The countdown clock has started and the tension is beginning to build. Less than 3 months to go.
I’m leaving my job, my big fat public sector pension and I’m setting up on my own.
But that isn’t what’s making me nervous. From September, I’’ll be doing the school run.
No car waiting with the engine running, no traffic build-up to avoid, no flexi-clock ticking away timing my arrival in work. Simply put, I’ll have no more excuses. The boy is starting school and I’M going to have to stand by the gate.
And smile
And chat
And STAY.
To be honest I’m shit scared. I’m supposed to be all nervous and excited about my eldest starting school and worried that he might not settle in properly…..blah blah blah blah blah blah. But I have none of those fears. The teachers seem nice, the building is lovely and he knows a few people already.
I however, KNOW HARDLY ANYONE.
But will be EXPECTED TO STAND NEXT TO THEM AND CHAT. Probably for a good 10 minutes.
I won’t have work as an excuse anymore. In my new world I will do work after the school run and once the kids are in bed. In my new world I will act like the perfect mother, walking my child safely to school come rain or shine. (and walking back up that bloody big hill again, sweating like a fat lass at a dance and wishing I’d taken the car)

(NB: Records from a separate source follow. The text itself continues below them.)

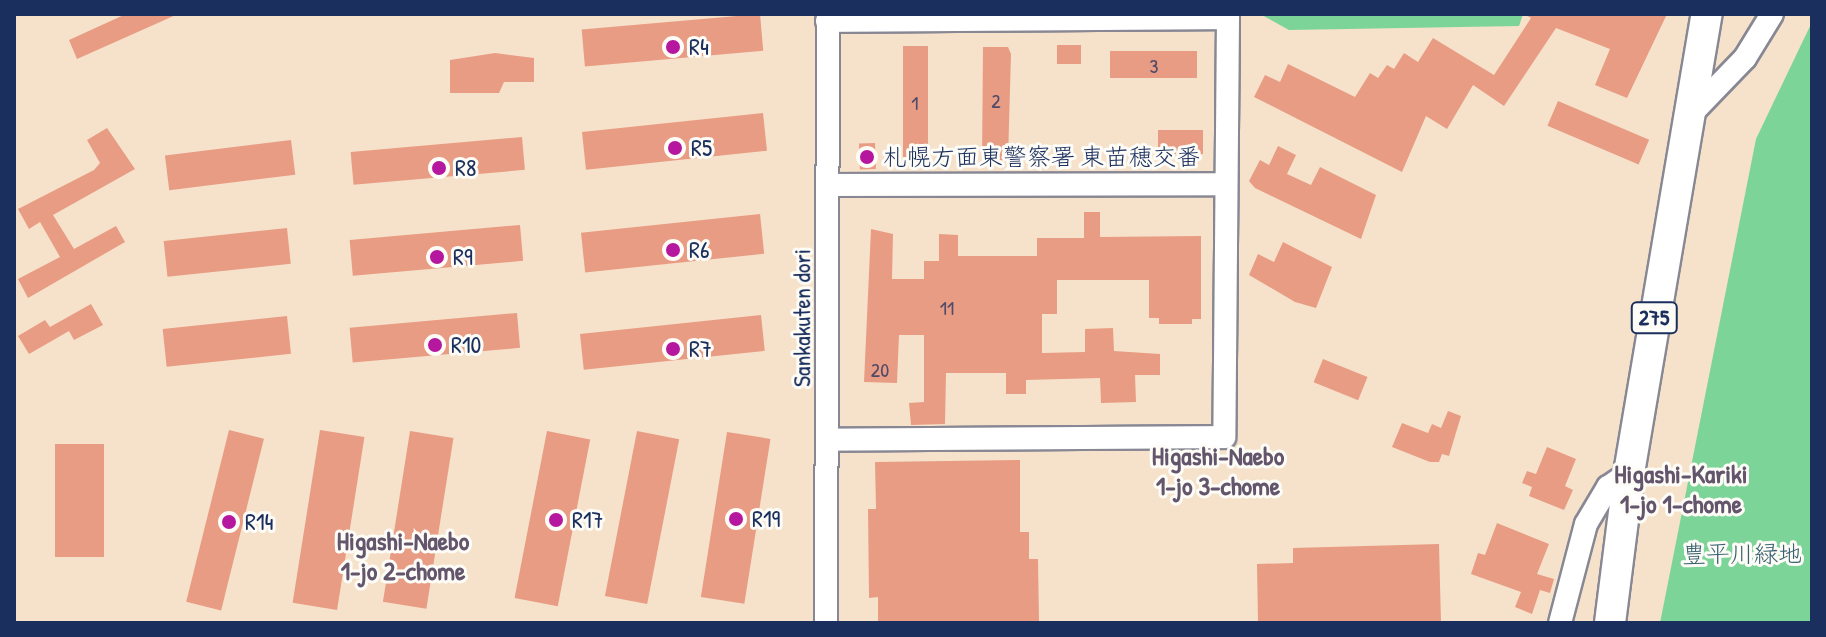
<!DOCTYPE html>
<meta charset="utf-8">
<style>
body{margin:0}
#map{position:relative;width:1826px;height:637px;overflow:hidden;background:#f6e2ca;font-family:"Patrick Hand","Klee One",sans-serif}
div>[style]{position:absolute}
.green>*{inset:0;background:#7dd499}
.building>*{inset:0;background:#e89c84;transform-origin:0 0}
.roads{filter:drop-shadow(2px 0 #888894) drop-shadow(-2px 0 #888894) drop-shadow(0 2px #888894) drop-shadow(0 -2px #888894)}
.minor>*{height:22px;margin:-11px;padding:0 11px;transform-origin:11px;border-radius:11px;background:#fff}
.highway>*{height:30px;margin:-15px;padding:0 15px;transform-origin:15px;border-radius:15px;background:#fff}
.dots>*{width:22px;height:22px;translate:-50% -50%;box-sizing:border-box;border:4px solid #fdfcf7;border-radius:50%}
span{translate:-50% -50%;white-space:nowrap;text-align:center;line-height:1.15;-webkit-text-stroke:6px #fdfcf7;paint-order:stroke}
.number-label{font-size:20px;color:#4e4a68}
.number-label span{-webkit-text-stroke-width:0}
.shield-label span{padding:2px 6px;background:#fdfcf7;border:2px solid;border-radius:6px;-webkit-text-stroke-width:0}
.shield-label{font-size:22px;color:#1b2f5e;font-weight:700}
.poi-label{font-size:24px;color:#1b2f5e}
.left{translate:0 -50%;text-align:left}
.street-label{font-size:24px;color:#1b2f5e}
.park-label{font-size:24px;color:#386170}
.neighbourhood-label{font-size:26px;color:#63556b;font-weight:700}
.frame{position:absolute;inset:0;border:16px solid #1b2f5e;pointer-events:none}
</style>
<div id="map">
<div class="green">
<i style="clip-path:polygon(1260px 14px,1523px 14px,1519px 26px,1289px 30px)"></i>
<i style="clip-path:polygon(1812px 22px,1812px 623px,1660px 623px,1756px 139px)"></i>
</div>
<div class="building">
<i style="clip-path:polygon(126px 14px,178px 14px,77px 59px,69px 40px)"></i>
<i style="left:760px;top:14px;width:37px;height:179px;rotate:85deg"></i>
<i style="clip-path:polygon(1524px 14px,1667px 14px,1627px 98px,1595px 85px,1610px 49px,1556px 28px,1504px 106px,1473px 85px,1447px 129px,1426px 116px,1402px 172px,1254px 97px,1265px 75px,1280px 82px,1288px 64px,1355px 97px,1370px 73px,1378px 78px,1387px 65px,1394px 69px,1404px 53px,1418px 62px,1433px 38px,1494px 75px,1531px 18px)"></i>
<i style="left:1057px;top:45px;width:24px;height:19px"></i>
<i style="left:903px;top:46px;width:25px;height:111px"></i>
<i style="clip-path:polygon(983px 47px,1008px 47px,1011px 54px,1008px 160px,982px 160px)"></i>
<i style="left:1197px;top:51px;width:27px;height:87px;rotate:90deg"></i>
<i style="clip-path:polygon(495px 53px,534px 58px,534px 82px,504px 82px,499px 93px,450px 93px,450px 60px)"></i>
<i style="left:1558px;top:101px;width:99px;height:27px;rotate:23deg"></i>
<i style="left:763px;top:113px;width:38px;height:182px;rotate:84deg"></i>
<i style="clip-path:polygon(107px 128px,135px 169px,53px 215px,74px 249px,116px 226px,125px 242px,28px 298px,18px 279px,60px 257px,40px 222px,29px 229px,18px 209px,94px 170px,100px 163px,87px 140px)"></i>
<i style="left:1203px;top:130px;width:24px;height:45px;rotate:90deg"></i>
<i style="left:522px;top:137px;width:33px;height:172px;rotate:85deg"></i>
<i style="left:291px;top:140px;width:35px;height:127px;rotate:83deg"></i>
<i style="left:875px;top:143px;width:26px;height:16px;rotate:88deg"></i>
<i style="clip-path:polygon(1278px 146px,1296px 155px,1287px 174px,1311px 185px,1320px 167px,1376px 195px,1361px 239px,1255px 188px,1249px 181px,1260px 160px,1269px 165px)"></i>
<i style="clip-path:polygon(1084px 212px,1100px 212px,1100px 237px,1201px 236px,1201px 319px,1192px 319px,1192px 324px,1159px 324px,1159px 318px,1149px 318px,1149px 280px,1057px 280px,1057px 314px,1042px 314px,1042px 353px,1085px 352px,1085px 329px,1113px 328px,1114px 351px,1160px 354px,1160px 375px,1135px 375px,1136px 402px,1101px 403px,1100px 378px,1026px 380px,1026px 394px,1006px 394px,1006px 373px,946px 373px,945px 424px,911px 425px,909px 403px,924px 402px,924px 335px,899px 335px,897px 383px,864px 382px,871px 229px,893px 234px,892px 279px,924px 279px,924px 261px,939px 261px,939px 234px,958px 235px,958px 256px,1037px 256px,1037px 238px,1084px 238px)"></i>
<i style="left:760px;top:214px;width:40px;height:180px;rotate:84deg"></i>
<i style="left:520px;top:225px;width:36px;height:171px;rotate:85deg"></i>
<i style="left:287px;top:228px;width:36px;height:124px;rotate:84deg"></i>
<i style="clip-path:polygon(1283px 242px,1332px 267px,1316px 308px,1295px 302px,1249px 275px,1258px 254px,1274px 262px)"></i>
<i style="clip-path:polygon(91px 304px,103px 325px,74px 340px,69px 331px,29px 354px,18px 336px,45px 320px,50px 327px)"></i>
<i style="left:517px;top:313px;width:35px;height:168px;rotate:85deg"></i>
<i style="left:761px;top:315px;width:36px;height:182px;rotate:84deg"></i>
<i style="left:287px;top:316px;width:38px;height:125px;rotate:84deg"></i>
<i style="left:1323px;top:359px;width:48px;height:25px;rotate:22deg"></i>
<i style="clip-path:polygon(1448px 411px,1461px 416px,1449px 456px,1442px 454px,1439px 462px,1430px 462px,1392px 447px,1402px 423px,1428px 433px,1432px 424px,1441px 428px)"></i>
<i style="left:229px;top:430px;width:36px;height:177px;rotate:14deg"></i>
<i style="left:320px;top:430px;width:45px;height:175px;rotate:9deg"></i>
<i style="left:410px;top:431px;width:44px;height:173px;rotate:9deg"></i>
<i style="left:547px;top:431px;width:44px;height:170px;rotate:11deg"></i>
<i style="left:637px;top:431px;width:43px;height:168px;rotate:11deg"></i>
<i style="left:727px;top:432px;width:44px;height:167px;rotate:9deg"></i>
<i style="left:55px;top:444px;width:49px;height:113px"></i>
<i style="clip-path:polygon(1547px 447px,1576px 459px,1565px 486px,1573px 490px,1564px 510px,1529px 496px,1532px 487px,1522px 483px,1527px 471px,1536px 474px)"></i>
<i style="clip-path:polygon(1020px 460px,1020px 532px,1029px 532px,1029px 559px,1038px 559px,1039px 621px,878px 623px,878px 597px,869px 598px,868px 509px,876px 509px,875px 462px)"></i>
<i style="clip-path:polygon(1497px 523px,1549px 544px,1537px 574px,1554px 579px,1550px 593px,1540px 590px,1532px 614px,1515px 607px,1521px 592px,1471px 574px,1478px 553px,1485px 555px)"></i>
<i style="clip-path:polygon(1439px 544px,1441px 623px,1258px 623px,1257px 564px,1293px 563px,1293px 548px)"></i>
</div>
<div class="roads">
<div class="minor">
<i style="left:827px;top:21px;width:401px;rotate:-0.4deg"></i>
<i style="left:1228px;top:18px;width:419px;rotate:90.5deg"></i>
<i style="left:1224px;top:437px;width:396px;rotate:179.6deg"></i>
<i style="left:1690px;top:115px;width:79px;rotate:-46deg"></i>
<i style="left:1745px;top:58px;width:52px;rotate:-58.5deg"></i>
<i style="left:829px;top:185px;width:396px;rotate:-0.1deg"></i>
<i style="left:826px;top:623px;width:609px;rotate:-89.81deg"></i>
<i style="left:1560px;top:623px;width:102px;rotate:-75.3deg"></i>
<i style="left:1586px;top:524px;width:43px;rotate:-59.3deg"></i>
<i style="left:1608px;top:487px;width:25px;rotate:-34deg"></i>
</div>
<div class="highway">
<i style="left:1610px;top:623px;width:151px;rotate:-82.8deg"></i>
<i style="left:1629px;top:473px;width:466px;rotate:-80.4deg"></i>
</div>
</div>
<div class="dots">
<i style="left:673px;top:47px;background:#b5179e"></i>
<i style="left:675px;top:148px;background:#b5179e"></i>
<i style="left:867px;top:157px;background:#b5179e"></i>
<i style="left:439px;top:168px;background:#b5179e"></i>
<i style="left:673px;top:250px;background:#b5179e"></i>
<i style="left:437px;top:257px;background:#b5179e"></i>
<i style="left:435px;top:345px;background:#b5179e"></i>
<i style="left:673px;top:349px;background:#b5179e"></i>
<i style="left:736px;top:519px;background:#b5179e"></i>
<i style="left:556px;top:520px;background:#b5179e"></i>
<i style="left:229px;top:522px;background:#b5179e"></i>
</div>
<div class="number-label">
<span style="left:1154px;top:65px">3</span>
<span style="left:996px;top:100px">2</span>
<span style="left:915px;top:102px">1</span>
<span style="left:947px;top:307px">11</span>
<span style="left:880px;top:369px">20</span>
</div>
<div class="shield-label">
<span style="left:1654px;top:318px">275</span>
</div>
<div class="poi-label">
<span class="left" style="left:689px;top:47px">R4</span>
<span class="left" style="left:691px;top:148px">R5</span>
<span class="left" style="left:883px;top:157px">札幌方面東警察署 東苗穂交番</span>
<span class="left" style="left:455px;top:168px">R8</span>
<span class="left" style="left:689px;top:250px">R6</span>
<span class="left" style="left:453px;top:257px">R9</span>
<span class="left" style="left:451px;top:345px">R10</span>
<span class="left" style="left:689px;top:349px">R7</span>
<span class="left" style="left:752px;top:519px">R19</span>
<span class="left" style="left:572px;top:520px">R17</span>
<span class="left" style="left:245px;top:522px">R14</span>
</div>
<div class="street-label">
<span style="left:802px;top:318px;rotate:-90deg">Sankakuten dori</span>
</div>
<div class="park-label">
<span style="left:1742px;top:554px">豊平川緑地</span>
</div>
<div class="neighbourhood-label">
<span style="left:1218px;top:471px">Higashi-Naebo<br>1-jo 3-chome</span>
<span style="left:1681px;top:489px">Higashi-Kariki<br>1-jo 1-chome</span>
<span style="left:403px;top:556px">Higashi-Naebo<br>1-jo 2-chome</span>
</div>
<div class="frame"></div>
</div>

So I’ve got 3 months to find an excuse. I can’t withdraw my resignation, that just looks like I’ve bottled it. I’ll be working up til September so no time to wander on down to the playgroup and pick up a few mates that way.
I’m just going to have to face it. Stand alone for a while, hope someone notices me. Smile politely and look friendly (fine line between friendly and slightly mad). If I’m ignored I’ll play with my phone (slight problem with no mobile signal).
Or I could go for the really painful option and force myself (with a bit of under-the-breath bullying ‘do it you coward, come on you unsociable bitch’) to go over and talk to them. Walk into a group of mums who know each other really well and say something cheesy “Hi, it’s my first day, what’s your name?”
What do you reckon? No me neither. Better phone the breakfast club.
Aaagh! Seven years on I still hate the playground, still feel like I'm B list. I've had a post in my head for a while, but frightened to write it for fear of identifying anyone! You will be fine, you are the friendliest, most sociable person I know.